● **EXERCISE BRIEF**: Only the number is needed: the count of lines in the records with the word "import".

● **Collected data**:
______

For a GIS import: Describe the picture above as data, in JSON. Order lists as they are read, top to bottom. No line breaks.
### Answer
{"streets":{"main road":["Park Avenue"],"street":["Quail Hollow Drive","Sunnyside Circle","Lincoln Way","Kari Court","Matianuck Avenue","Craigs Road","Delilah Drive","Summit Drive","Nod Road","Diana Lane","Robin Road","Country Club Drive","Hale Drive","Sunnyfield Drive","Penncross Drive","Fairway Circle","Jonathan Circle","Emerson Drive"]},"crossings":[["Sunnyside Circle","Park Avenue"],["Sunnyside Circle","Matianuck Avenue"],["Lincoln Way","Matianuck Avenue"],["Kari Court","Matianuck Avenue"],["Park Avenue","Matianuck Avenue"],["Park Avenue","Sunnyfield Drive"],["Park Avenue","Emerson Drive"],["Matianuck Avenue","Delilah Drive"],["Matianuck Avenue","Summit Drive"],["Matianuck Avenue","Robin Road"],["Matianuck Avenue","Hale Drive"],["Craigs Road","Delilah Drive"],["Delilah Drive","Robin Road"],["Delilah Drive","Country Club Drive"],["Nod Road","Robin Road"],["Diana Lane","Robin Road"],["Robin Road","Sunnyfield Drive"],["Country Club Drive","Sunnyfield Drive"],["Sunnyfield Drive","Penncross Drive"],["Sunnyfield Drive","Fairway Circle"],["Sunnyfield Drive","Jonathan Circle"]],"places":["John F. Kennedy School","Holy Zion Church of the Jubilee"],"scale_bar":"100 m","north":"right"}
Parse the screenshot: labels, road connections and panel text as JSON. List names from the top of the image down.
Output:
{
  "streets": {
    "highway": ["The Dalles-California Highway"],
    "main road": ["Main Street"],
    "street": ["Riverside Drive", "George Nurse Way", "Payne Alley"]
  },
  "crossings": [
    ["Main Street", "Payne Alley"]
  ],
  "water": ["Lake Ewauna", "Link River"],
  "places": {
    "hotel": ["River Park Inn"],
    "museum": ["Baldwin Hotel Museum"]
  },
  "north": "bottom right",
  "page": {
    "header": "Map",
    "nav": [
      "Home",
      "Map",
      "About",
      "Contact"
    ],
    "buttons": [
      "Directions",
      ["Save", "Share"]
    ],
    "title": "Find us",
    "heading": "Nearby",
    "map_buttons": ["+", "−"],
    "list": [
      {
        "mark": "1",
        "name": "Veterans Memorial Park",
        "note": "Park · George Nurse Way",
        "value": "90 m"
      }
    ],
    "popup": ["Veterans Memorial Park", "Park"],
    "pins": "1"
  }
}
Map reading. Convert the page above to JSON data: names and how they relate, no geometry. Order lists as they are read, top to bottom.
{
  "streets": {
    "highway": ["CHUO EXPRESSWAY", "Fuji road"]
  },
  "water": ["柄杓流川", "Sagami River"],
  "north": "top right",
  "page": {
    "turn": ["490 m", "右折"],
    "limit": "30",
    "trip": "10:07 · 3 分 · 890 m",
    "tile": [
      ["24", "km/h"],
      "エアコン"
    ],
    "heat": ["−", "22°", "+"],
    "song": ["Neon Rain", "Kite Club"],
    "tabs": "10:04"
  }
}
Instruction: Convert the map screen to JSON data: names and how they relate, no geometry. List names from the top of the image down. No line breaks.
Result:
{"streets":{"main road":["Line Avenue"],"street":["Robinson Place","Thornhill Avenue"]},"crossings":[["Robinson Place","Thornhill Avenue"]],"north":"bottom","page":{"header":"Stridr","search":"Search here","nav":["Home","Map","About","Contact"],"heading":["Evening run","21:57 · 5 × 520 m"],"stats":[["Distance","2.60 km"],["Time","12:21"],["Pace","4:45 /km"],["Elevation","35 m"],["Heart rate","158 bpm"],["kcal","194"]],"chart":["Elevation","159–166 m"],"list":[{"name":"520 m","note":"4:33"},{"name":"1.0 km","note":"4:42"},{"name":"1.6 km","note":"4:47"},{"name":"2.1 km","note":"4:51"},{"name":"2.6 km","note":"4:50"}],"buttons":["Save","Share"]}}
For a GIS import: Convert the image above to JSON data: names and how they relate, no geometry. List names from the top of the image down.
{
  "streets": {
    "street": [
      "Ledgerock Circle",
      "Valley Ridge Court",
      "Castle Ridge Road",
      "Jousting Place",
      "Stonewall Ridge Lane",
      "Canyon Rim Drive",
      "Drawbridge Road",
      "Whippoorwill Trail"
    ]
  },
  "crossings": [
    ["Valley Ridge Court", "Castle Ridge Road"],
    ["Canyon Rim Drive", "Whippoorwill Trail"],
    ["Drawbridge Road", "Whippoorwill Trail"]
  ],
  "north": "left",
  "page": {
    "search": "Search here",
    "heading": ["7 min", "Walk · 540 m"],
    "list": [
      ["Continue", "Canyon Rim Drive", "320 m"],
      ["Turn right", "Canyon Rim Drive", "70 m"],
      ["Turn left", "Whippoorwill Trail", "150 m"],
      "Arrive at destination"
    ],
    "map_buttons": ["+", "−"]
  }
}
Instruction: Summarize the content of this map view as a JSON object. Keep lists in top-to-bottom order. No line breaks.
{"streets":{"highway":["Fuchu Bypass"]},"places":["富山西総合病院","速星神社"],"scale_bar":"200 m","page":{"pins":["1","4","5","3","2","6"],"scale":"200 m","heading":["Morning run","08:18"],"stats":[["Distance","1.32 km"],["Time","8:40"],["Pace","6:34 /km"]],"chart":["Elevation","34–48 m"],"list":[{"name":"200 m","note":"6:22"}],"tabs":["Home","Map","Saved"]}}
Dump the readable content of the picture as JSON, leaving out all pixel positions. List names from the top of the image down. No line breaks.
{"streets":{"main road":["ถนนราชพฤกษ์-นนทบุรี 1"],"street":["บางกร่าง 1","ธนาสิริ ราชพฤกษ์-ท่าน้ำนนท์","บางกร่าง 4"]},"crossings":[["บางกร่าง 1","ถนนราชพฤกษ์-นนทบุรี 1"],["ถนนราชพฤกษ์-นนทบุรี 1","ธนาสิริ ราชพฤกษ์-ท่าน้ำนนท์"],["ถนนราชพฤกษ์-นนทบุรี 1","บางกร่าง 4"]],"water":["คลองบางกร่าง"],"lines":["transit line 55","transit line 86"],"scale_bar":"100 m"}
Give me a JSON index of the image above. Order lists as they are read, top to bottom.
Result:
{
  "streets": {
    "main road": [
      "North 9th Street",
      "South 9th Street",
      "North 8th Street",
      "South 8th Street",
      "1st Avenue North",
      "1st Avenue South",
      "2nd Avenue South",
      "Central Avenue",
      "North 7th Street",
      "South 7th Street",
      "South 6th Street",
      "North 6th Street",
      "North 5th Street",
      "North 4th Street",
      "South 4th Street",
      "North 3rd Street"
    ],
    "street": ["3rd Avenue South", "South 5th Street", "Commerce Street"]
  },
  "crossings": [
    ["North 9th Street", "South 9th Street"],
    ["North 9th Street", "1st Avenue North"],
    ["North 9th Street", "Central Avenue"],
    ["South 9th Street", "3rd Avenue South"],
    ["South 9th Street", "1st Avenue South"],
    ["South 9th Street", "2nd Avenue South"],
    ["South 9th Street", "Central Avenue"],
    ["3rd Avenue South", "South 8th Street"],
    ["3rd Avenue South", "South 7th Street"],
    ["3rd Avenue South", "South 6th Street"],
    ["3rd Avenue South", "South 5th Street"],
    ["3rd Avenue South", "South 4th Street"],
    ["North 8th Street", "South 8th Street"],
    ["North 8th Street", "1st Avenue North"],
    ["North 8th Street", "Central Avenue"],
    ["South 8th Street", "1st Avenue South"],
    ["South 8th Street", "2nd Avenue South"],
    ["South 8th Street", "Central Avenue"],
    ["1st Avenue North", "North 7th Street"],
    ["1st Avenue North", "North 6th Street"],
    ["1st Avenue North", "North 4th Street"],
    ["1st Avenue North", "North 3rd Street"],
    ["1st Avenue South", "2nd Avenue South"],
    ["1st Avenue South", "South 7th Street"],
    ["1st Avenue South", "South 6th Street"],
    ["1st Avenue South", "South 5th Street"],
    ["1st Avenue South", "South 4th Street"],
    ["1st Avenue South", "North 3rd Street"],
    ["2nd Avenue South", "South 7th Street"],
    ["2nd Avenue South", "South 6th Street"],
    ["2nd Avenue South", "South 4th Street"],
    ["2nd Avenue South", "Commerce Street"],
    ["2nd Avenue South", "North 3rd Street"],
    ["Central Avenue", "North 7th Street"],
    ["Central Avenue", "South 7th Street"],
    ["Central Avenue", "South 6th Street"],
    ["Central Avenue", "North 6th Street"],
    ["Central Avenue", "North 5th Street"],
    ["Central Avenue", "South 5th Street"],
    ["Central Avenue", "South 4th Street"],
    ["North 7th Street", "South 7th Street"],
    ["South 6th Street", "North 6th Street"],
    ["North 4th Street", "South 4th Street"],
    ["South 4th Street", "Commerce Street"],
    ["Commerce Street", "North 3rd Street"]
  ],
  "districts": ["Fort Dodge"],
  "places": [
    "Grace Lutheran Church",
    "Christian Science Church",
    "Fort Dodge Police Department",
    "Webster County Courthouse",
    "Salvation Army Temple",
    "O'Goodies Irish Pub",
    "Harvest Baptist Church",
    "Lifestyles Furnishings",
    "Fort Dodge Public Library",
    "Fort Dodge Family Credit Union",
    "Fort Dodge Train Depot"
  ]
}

______

● **TASK SOLUTION**: 2